#### [Work required]
The entries are to be duplicated exactly, though any picture in them must be omitted.

#### [Source material]
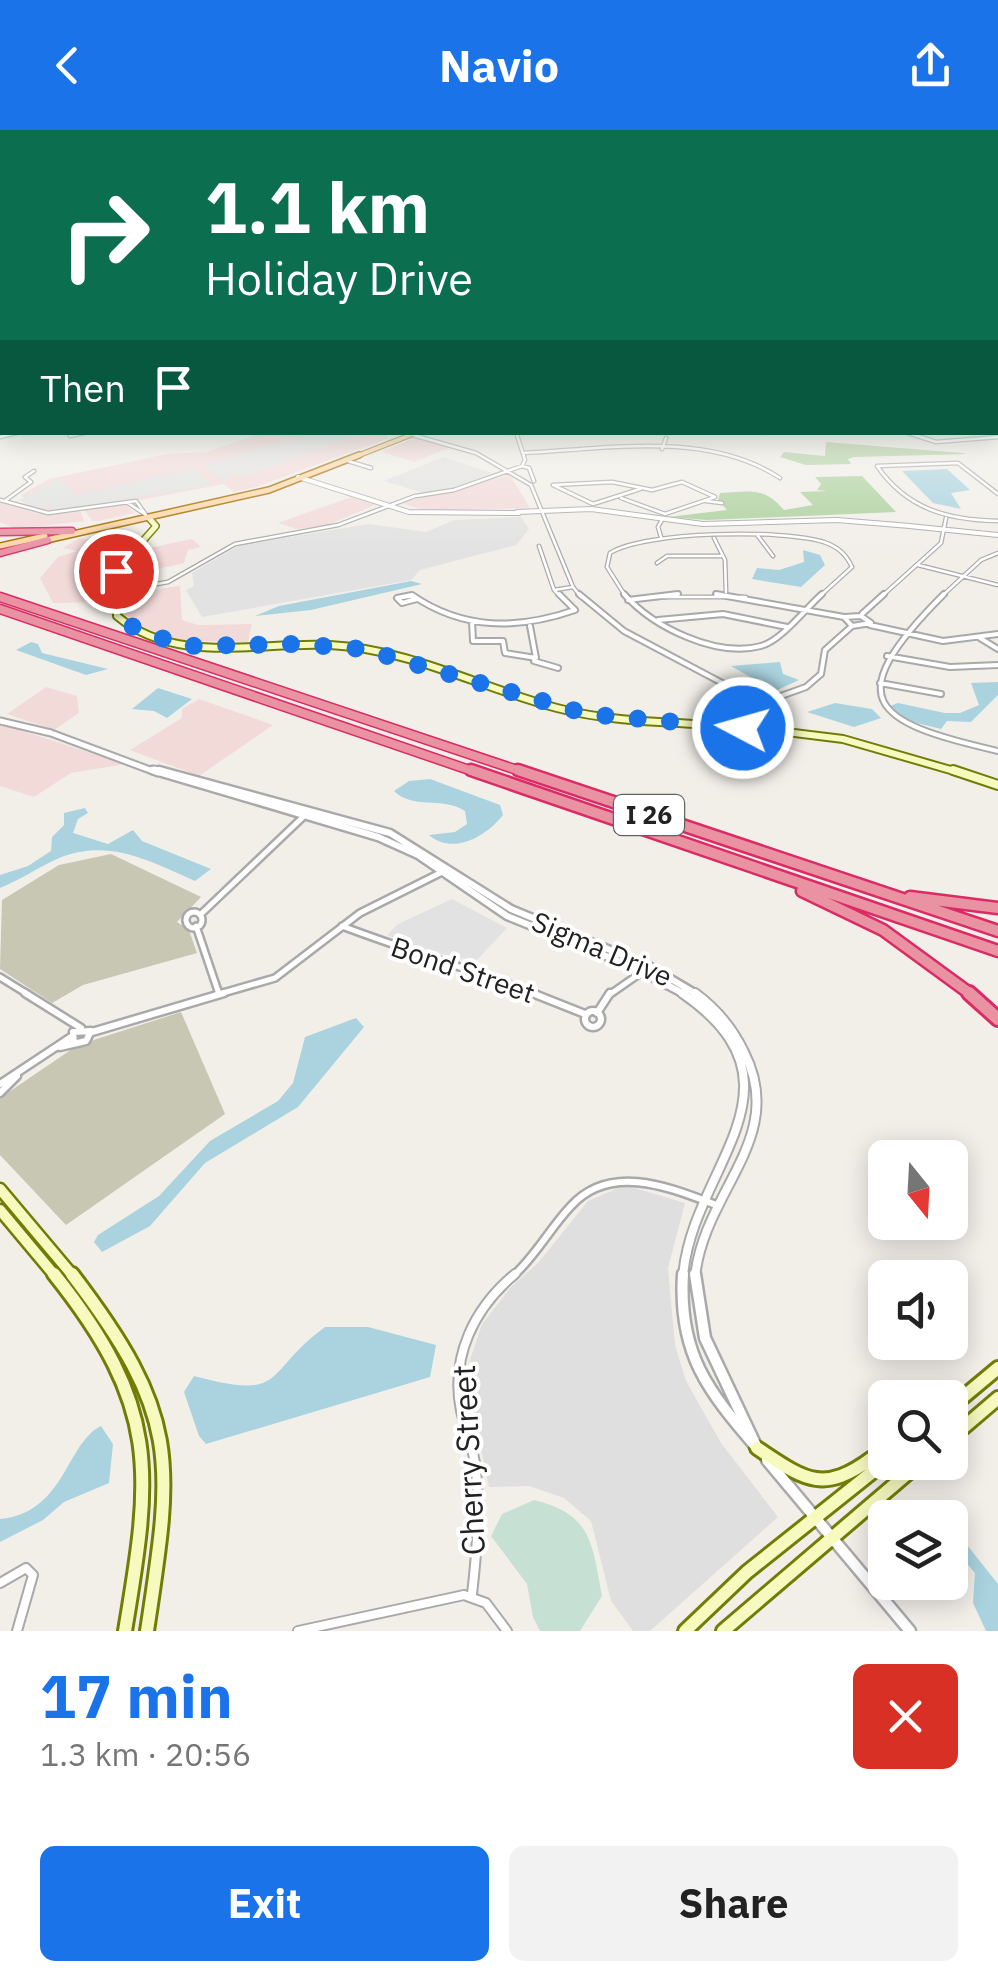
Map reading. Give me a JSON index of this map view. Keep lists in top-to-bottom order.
{
  "streets": {
    "highway": ["I 26"],
    "street": ["Sigma Drive", "Bond Street", "Cherry Street"]
  },
  "crossings": [
    ["Sigma Drive", "Cherry Street"]
  ],
  "north": "bottom",
  "page": {
    "header": "Navio",
    "turn": ["1.1 km", "Holiday Drive"],
    "then": "Then",
    "heading": ["17 min", "1.3 km · 20:56"],
    "buttons": ["Exit", "Share"]
  }
}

#### [Your response]
Map reading. Give me a JSON index of this map view. Keep lists in top-to-bottom order.
{
  "streets": {
    "highway": ["I 26"],
    "street": ["Sigma Drive", "Bond Street", "Cherry Street"]
  },
  "crossings": [
    ["Sigma Drive", "Cherry Street"]
  ],
  "north": "bottom",
  "page": {
    "header": "Navio",
    "turn": ["1.1 km", "Holiday Drive"],
    "then": "Then",
    "heading": ["17 min", "1.3 km · 20:56"],
    "buttons": ["Exit", "Share"]
  }
}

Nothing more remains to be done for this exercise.